● **DATA FOR PROCESSING**:

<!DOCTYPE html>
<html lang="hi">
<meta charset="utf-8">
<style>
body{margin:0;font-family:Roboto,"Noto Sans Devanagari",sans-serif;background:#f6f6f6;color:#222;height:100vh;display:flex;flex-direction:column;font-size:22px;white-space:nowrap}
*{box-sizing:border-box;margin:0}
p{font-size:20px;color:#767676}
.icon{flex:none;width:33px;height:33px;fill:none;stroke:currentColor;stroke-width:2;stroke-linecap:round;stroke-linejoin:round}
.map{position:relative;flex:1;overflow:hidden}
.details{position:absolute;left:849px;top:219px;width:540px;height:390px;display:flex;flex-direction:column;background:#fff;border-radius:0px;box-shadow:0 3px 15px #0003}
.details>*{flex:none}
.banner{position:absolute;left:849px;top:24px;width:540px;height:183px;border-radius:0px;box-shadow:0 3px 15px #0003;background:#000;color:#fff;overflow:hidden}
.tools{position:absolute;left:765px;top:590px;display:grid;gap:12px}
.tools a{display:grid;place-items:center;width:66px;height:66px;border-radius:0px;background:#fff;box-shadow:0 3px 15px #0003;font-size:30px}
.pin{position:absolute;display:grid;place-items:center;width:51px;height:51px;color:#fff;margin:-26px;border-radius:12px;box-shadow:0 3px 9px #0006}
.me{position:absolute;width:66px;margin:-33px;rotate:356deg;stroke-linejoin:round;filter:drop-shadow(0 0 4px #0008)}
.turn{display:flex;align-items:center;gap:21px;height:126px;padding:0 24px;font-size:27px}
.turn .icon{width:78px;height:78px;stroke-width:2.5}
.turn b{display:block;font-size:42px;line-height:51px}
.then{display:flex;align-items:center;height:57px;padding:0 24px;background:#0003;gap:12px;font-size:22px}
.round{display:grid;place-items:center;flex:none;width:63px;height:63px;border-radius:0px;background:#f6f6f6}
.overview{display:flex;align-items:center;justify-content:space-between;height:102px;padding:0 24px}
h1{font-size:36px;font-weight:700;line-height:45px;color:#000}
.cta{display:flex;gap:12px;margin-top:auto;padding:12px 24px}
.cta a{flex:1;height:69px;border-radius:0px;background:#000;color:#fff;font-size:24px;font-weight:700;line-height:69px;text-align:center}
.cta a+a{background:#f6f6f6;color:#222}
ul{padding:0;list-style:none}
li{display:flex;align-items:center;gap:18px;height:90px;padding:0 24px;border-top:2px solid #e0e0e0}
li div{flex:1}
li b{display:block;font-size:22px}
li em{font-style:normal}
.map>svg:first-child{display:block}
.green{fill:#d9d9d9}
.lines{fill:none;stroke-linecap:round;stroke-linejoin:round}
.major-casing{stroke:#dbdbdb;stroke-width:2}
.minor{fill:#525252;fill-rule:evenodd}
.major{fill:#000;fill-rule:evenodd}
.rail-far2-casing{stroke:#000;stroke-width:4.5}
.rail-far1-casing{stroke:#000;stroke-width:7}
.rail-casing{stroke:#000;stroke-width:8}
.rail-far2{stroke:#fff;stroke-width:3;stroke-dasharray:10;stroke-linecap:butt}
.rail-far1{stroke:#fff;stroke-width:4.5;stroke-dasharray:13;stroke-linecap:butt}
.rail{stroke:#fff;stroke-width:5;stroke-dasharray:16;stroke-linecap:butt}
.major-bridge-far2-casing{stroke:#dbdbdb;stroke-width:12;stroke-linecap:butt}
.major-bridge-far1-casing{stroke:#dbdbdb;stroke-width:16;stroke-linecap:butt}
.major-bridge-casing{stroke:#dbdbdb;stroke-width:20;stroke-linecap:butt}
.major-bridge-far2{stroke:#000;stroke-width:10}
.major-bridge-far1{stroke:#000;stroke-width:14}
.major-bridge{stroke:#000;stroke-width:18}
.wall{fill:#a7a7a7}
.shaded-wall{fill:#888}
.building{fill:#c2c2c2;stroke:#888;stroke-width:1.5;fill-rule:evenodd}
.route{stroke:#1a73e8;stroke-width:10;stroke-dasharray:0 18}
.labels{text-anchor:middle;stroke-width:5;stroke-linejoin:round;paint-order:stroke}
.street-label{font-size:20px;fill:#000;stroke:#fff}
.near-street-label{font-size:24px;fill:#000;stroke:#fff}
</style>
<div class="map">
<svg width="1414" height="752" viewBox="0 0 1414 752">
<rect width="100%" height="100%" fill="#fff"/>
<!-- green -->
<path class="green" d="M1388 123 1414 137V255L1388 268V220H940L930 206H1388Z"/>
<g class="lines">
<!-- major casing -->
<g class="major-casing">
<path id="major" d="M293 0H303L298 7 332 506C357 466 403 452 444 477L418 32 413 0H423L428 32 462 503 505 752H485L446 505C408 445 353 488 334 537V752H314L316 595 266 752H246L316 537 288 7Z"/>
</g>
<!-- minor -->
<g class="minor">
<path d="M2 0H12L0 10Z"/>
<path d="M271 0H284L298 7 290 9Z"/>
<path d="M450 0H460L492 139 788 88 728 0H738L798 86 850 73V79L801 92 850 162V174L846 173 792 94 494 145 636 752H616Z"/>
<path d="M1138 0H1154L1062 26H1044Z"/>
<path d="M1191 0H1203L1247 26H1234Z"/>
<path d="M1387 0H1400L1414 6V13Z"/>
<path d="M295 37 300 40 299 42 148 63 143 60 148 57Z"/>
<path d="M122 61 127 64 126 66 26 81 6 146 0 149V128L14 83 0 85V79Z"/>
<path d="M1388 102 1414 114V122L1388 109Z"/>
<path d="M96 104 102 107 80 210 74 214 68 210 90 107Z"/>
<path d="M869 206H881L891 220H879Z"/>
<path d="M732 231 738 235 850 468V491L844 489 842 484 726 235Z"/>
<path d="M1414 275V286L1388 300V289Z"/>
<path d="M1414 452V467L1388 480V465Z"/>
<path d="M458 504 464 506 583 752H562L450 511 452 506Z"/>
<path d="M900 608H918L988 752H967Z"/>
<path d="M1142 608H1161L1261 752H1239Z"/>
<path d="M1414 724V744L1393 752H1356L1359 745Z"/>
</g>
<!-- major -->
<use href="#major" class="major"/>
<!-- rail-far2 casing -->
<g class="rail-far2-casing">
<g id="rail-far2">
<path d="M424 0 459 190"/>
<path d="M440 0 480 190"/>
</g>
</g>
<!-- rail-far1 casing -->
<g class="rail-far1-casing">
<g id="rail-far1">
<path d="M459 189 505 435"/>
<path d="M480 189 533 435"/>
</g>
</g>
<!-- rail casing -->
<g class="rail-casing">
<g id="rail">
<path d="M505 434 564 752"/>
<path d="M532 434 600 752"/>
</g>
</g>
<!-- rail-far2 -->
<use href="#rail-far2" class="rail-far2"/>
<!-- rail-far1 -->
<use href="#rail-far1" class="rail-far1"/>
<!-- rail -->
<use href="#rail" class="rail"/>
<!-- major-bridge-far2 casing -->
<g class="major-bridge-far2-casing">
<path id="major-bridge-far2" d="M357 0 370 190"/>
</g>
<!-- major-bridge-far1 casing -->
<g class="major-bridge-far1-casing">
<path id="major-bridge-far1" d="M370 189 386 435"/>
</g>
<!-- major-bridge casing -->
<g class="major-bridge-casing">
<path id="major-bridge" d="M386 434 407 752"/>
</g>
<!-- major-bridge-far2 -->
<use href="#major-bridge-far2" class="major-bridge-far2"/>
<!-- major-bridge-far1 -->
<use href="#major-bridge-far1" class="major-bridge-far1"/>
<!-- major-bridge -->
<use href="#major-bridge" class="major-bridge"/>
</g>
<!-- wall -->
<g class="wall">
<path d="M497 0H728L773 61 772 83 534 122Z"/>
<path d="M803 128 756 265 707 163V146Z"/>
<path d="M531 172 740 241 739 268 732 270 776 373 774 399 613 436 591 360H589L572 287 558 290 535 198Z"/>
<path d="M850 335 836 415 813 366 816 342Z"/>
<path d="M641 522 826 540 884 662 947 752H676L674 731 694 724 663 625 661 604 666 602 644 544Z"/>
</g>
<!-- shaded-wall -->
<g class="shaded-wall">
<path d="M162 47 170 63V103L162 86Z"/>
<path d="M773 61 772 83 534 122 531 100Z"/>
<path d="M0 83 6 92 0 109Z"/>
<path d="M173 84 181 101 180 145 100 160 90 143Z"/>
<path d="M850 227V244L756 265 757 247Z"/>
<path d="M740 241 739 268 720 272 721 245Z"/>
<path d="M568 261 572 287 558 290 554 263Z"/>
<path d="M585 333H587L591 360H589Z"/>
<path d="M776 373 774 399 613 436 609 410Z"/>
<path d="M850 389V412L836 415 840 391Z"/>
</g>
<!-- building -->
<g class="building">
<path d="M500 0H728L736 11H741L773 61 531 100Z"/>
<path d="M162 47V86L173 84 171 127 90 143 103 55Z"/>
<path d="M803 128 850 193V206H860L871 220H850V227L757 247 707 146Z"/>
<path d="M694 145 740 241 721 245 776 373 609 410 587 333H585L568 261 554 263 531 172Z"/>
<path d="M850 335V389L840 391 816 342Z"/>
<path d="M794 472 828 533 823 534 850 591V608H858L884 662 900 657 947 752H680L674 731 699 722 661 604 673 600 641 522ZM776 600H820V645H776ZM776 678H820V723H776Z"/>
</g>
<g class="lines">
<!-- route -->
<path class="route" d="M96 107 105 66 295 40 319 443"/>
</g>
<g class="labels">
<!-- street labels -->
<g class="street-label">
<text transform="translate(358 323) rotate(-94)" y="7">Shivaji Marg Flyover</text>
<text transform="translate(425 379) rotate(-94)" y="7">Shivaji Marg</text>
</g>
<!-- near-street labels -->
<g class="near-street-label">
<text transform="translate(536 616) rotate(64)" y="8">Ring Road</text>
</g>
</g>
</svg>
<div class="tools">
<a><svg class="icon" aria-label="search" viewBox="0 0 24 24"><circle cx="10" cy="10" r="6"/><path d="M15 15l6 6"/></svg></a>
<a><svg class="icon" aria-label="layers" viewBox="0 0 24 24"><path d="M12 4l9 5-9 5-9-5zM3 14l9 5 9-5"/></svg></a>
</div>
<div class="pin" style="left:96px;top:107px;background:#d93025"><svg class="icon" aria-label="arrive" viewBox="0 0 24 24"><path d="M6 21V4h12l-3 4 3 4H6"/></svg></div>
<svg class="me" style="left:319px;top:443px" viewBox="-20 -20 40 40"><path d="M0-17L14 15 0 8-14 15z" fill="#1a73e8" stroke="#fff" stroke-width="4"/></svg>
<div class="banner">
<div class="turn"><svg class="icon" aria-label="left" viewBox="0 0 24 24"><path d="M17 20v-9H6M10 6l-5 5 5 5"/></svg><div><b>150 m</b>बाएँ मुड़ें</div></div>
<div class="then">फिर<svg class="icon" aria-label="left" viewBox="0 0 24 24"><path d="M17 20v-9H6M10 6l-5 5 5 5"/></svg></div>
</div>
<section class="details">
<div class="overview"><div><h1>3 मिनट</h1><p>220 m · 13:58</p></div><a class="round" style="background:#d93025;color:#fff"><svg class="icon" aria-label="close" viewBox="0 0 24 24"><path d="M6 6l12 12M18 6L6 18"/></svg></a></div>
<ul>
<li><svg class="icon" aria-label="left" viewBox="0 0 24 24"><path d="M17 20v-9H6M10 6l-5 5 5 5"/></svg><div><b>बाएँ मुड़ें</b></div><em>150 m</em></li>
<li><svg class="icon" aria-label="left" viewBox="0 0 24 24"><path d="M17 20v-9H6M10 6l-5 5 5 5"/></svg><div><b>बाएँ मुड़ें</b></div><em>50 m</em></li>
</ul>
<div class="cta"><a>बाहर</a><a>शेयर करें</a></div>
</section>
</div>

● **PROBLEM STATEMENT**: Report, from the entries above, each line where "rule" is found.

● **OUTPUT OF THE TASK**:
.minor{fill:#525252;fill-rule:evenodd}
.major{fill:#000;fill-rule:evenodd}
.building{fill:#c2c2c2;stroke:#888;stroke-width:1.5;fill-rule:evenodd}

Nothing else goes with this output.